Determine how many lines below hold the string "body". Reply with the number alone.

_SOURCE MATERIAL_
--- --- ---
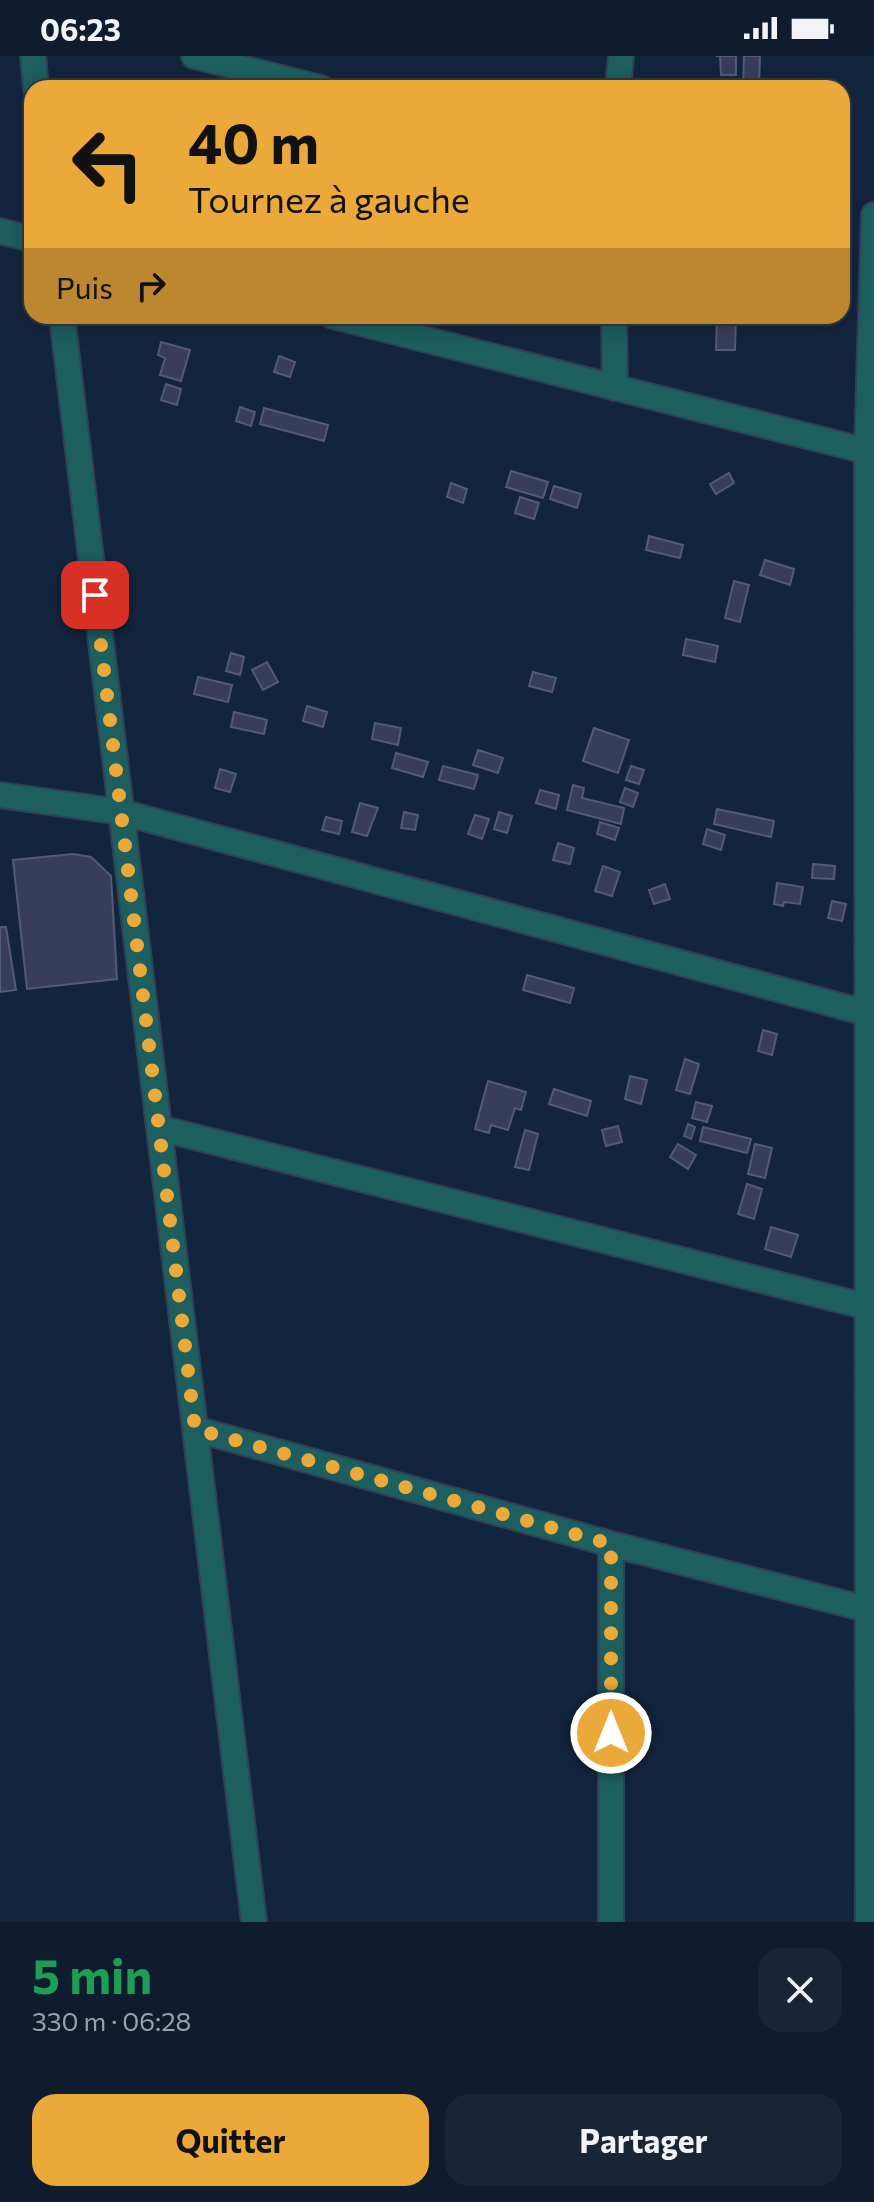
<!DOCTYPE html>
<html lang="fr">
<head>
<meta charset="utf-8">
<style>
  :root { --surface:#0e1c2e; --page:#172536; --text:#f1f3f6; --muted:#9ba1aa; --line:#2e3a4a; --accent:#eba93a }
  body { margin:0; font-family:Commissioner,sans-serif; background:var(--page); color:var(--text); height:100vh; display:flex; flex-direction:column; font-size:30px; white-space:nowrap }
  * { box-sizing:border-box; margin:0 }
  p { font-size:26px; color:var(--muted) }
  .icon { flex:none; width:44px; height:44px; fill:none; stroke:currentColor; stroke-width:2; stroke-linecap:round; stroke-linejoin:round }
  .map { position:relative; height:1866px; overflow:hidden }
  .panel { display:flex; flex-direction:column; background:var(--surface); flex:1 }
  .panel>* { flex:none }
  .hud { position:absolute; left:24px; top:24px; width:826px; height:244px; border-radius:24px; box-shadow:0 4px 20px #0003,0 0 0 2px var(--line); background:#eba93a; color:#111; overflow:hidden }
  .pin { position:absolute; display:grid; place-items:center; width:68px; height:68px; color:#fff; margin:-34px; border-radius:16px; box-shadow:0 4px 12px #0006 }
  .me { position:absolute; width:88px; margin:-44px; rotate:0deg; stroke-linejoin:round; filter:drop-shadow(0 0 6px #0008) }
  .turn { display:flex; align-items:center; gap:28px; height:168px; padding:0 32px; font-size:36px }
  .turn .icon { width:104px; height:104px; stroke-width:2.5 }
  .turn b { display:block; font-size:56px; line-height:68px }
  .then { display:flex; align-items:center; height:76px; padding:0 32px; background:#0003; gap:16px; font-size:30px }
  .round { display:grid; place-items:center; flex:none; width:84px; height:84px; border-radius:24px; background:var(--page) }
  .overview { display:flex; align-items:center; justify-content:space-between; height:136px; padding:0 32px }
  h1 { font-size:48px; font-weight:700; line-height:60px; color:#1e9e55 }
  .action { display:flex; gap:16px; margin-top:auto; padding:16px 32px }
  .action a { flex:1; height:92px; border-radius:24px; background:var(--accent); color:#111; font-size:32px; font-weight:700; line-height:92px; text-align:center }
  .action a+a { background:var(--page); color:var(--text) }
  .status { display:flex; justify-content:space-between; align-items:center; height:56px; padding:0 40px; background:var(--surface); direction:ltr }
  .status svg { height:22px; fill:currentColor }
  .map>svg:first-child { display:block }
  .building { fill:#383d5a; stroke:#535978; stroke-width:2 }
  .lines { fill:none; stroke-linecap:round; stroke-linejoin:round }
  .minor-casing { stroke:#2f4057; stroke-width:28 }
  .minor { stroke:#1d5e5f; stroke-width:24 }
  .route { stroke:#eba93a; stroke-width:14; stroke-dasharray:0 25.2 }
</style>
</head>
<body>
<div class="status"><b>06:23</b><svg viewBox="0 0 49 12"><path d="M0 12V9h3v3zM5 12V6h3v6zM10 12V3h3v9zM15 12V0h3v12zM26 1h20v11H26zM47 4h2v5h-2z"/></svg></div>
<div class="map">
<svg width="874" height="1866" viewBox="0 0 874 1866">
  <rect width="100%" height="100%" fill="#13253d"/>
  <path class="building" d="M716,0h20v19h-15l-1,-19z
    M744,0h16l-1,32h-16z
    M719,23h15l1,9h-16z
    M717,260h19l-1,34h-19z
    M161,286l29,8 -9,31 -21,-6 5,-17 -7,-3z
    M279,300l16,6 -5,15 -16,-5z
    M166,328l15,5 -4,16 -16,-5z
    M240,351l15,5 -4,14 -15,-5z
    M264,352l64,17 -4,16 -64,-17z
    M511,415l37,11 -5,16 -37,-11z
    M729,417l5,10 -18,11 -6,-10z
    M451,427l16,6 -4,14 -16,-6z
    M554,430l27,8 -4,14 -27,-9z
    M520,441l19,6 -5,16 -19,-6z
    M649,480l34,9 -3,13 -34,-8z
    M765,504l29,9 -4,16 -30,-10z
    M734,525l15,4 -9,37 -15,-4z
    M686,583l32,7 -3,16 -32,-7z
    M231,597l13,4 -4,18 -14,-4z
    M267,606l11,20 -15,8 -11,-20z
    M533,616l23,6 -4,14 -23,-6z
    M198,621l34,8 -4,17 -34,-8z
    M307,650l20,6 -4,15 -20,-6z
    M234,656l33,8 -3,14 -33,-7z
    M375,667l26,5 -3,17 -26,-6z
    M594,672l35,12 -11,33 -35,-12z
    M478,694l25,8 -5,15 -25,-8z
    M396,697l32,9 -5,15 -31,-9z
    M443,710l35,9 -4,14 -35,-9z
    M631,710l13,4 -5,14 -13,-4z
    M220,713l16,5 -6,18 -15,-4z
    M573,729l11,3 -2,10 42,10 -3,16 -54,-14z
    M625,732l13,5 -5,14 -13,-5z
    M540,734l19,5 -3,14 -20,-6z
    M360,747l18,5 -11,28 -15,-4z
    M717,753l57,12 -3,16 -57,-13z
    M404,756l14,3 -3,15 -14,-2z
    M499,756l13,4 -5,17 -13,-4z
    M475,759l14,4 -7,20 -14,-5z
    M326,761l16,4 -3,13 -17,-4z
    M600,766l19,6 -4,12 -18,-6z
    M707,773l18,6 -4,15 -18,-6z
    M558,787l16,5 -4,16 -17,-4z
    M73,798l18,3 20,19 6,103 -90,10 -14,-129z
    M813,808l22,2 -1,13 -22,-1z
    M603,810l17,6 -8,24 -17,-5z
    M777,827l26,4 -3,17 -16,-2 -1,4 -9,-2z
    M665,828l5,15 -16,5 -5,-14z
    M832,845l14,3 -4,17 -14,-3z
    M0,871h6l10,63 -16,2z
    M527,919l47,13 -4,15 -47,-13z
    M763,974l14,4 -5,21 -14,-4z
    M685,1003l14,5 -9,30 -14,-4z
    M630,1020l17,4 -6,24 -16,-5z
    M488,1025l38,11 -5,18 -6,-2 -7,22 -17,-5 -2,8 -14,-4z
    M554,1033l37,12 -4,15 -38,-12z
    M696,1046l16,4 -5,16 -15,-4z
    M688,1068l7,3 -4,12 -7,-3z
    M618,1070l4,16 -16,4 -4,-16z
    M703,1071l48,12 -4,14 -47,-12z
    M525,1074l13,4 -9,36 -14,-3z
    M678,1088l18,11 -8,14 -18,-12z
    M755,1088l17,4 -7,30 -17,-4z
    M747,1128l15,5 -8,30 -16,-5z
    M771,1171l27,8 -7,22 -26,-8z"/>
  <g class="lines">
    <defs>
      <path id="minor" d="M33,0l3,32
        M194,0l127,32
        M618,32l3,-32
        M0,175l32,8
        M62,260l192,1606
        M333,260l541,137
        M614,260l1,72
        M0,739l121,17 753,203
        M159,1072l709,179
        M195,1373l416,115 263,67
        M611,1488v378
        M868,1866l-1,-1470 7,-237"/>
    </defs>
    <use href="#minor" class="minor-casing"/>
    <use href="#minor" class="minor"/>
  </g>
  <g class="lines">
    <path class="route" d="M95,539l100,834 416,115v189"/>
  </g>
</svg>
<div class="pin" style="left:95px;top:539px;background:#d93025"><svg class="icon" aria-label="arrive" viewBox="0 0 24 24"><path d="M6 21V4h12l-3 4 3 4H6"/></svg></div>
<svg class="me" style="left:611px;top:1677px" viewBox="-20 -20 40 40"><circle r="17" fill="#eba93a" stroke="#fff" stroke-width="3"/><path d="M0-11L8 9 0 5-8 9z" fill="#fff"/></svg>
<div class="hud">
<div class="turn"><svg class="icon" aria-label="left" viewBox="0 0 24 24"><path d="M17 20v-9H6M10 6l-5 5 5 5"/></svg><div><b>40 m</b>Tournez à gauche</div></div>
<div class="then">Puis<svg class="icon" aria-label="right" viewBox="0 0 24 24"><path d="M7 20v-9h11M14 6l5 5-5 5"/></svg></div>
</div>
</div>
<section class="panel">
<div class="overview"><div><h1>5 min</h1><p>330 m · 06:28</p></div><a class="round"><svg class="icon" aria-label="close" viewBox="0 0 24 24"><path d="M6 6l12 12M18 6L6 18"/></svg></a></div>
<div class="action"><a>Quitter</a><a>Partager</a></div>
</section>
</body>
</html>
--- --- ---
_ANSWER TO THIS TASK_
3